▸ Directions
Print the data below verbatim, minus images.

Collected data entries

____

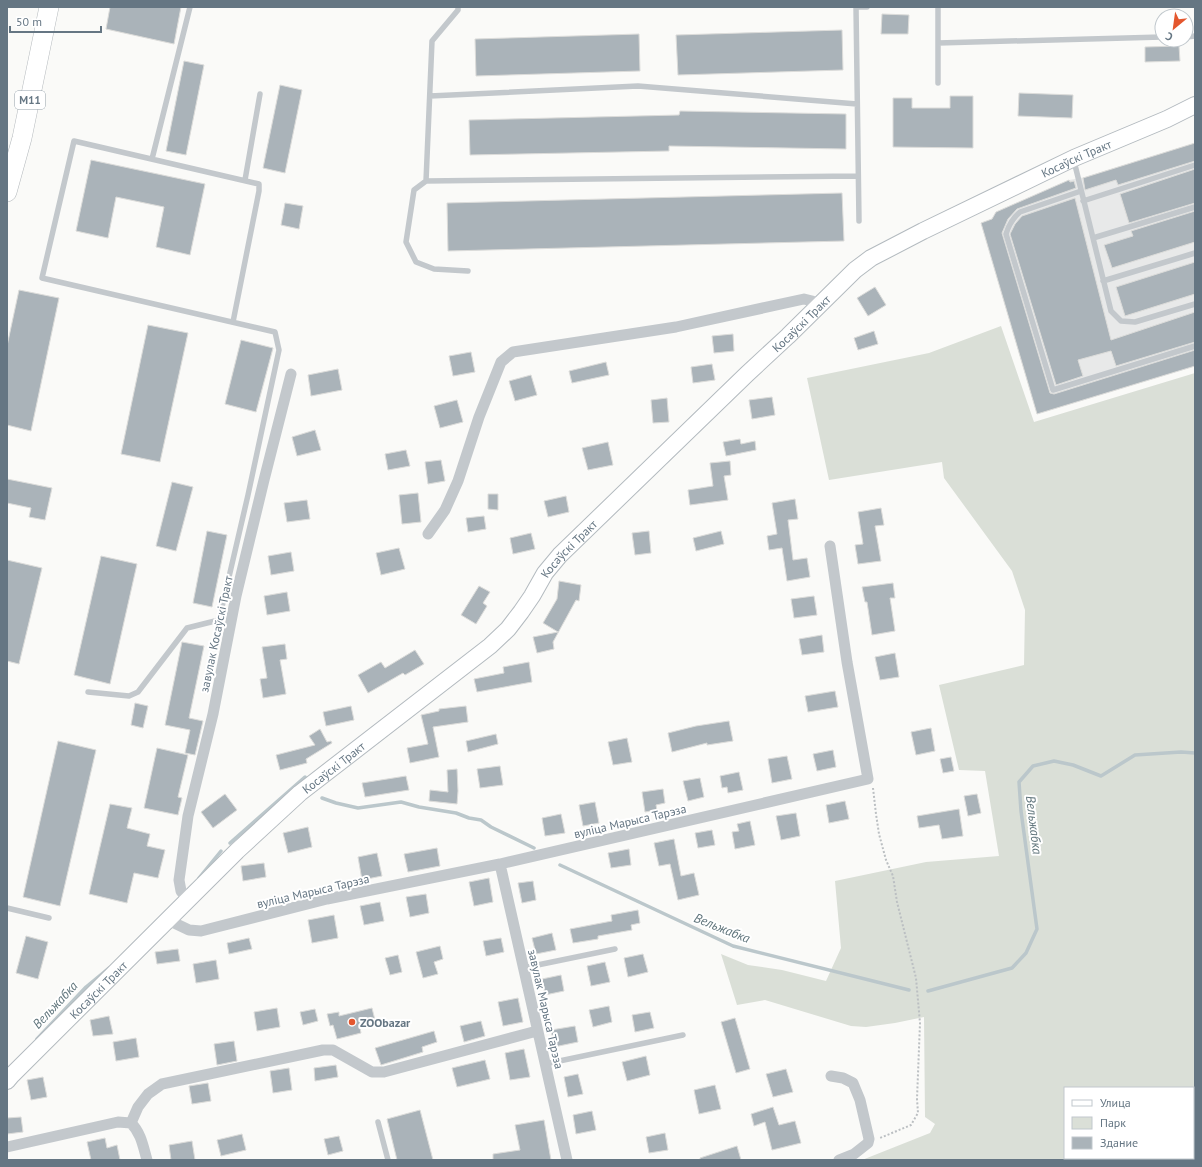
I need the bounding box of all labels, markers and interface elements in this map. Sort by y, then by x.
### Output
scale bar [10,8,101,34]
north arrow [1154,8,1194,48]
text: 50 m [16,14,42,29]
text: С [1163,29,1175,44]
road number: М11 [15,91,45,109]
street label: Косаўскі Тракт [1038,136,1114,180]
street label: Косаўскі Тракт [769,291,833,355]
street label: Косаўскі Тракт [537,516,600,580]
street label: завулак Косаўскі Тракт [196,574,236,694]
street label: Косаўскі Тракт [299,738,368,796]
water label: Вельжабка [1022,795,1046,856]
street label: вуліца Марыса Тарэза [572,801,688,841]
street label: вуліца Марыса Тарэза [255,871,371,911]
water label: Вельжабка [692,909,753,947]
street label: завулак Марыса Тарэза [525,948,567,1070]
street label: Косаўскі Тракт [66,957,130,1021]
water label: Вельжабка [29,977,82,1032]
place label: ZOObazar [360,1015,411,1030]
marker: ZOObazar [347,1017,357,1027]
legend [1064,1087,1194,1159]
text: Улица [1100,1095,1131,1110]
text: Парк [1100,1115,1126,1130]
text: Здание [1100,1135,1138,1150]

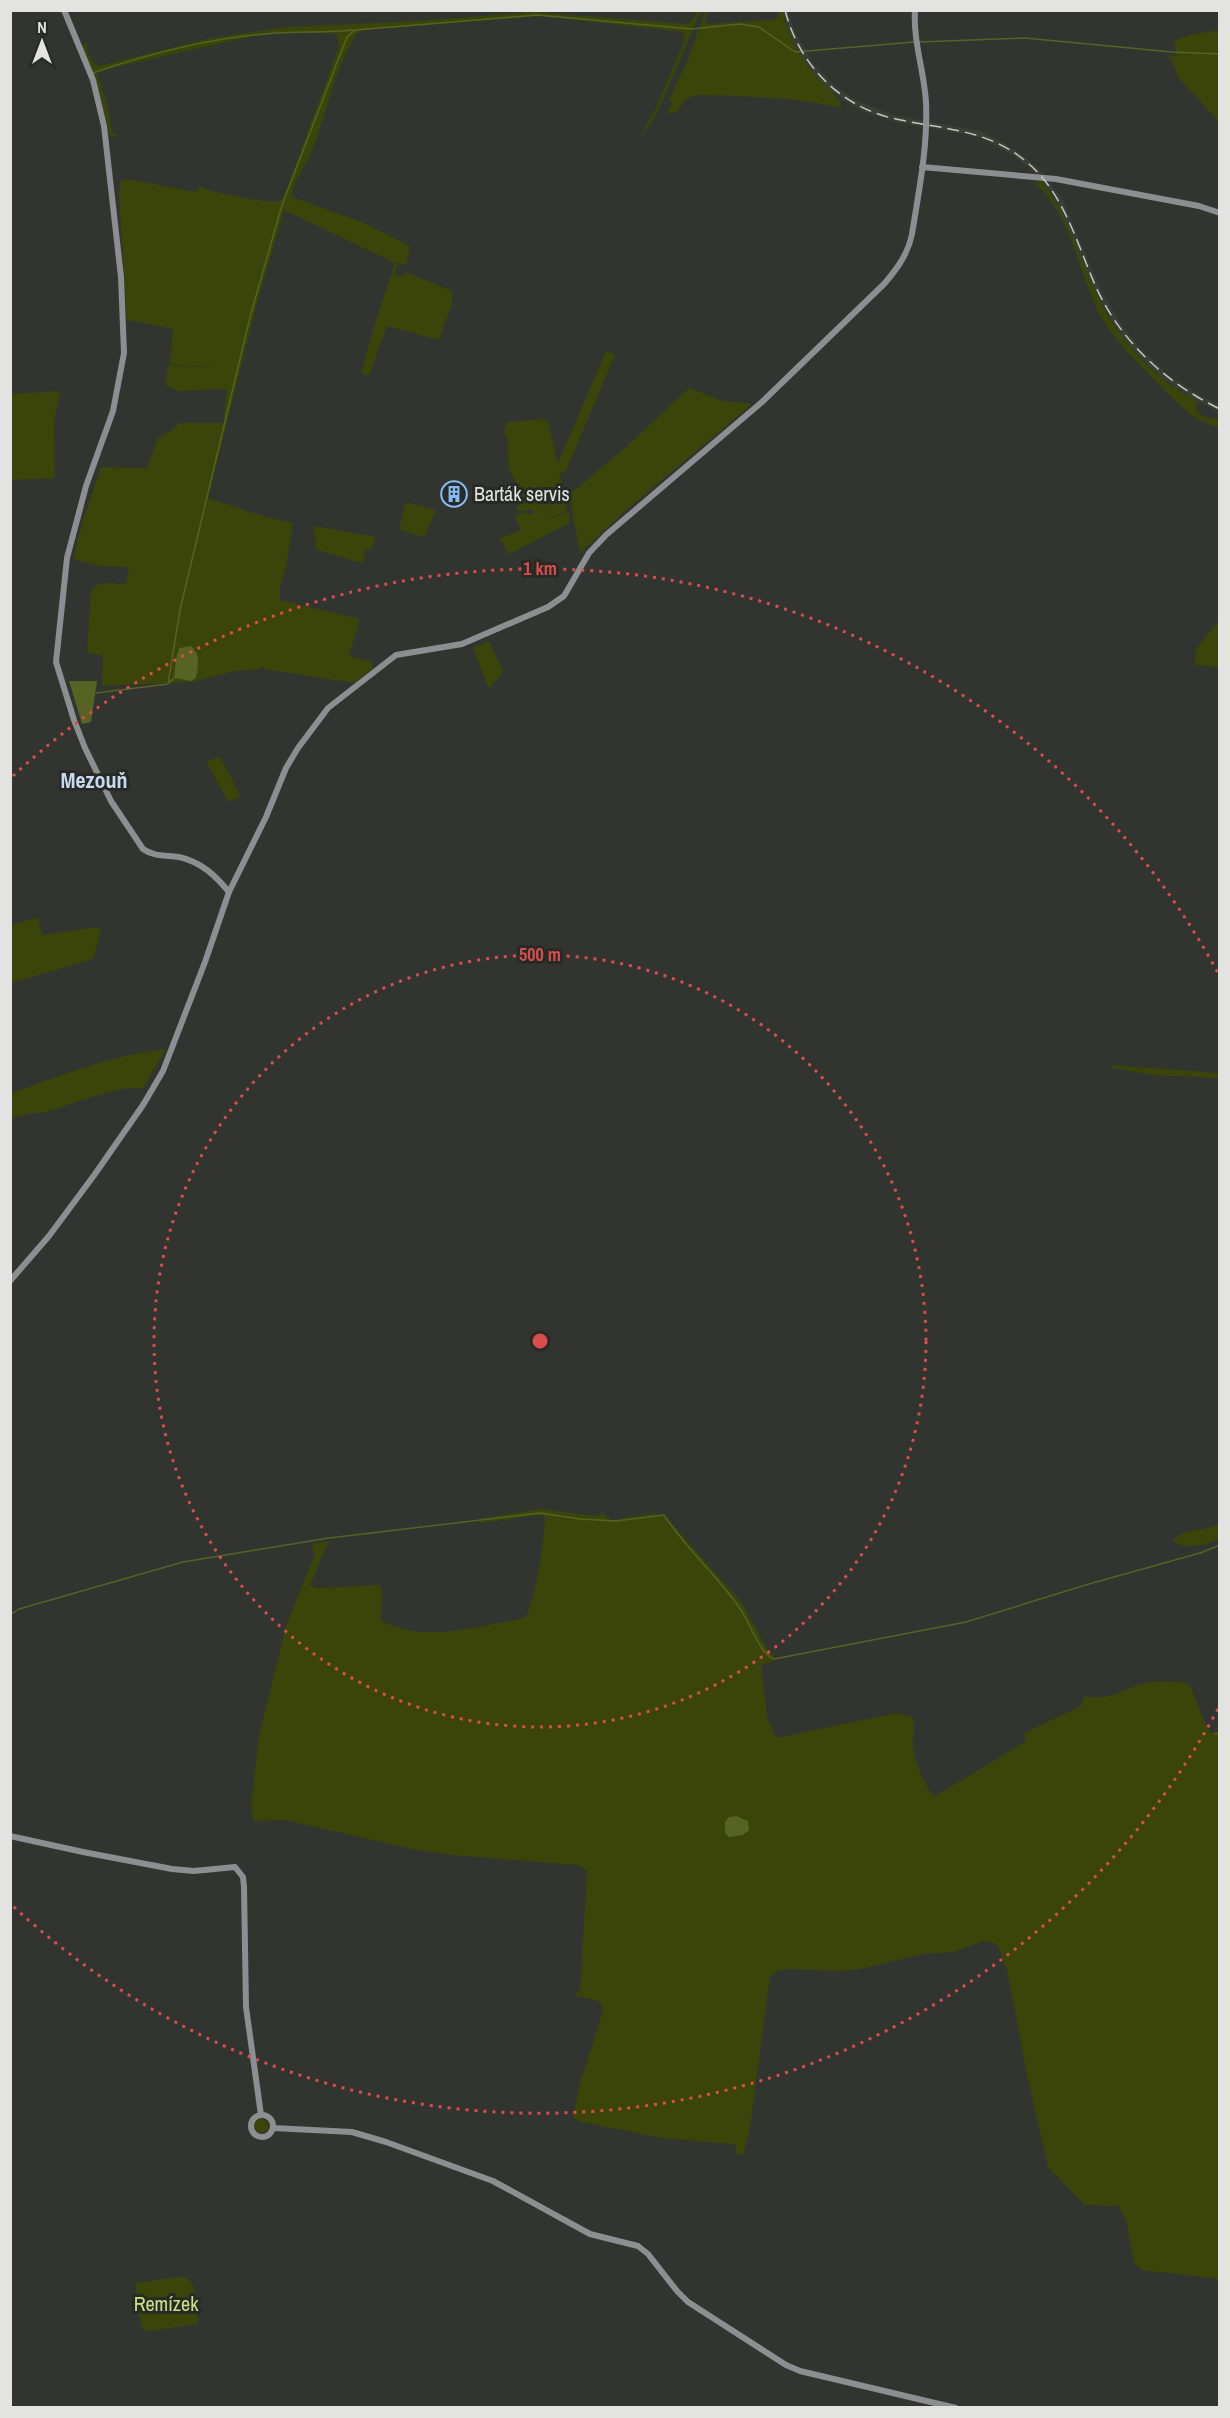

____

▸ Solution for this task
I need the bounding box of all labels, markers and interface elements in this map. Sort by y, then by x.
### Output
scale bar [10,8,101,34]
north arrow [1154,8,1194,48]
text: 50 m [16,14,42,29]
text: С [1163,29,1175,44]
road number: М11 [15,91,45,109]
street label: Косаўскі Тракт [1038,136,1114,180]
street label: Косаўскі Тракт [769,291,833,355]
street label: Косаўскі Тракт [537,516,600,580]
street label: завулак Косаўскі Тракт [196,574,236,694]
street label: Косаўскі Тракт [299,738,368,796]
water label: Вельжабка [1022,795,1046,856]
street label: вуліца Марыса Тарэза [572,801,688,841]
street label: вуліца Марыса Тарэза [255,871,371,911]
water label: Вельжабка [692,909,753,947]
street label: завулак Марыса Тарэза [525,948,567,1070]
street label: Косаўскі Тракт [66,957,130,1021]
water label: Вельжабка [29,977,82,1032]
place label: ZOObazar [360,1015,411,1030]
marker: ZOObazar [347,1017,357,1027]
legend [1064,1087,1194,1159]
text: Улица [1100,1095,1131,1110]
text: Парк [1100,1115,1126,1130]
text: Здание [1100,1135,1138,1150]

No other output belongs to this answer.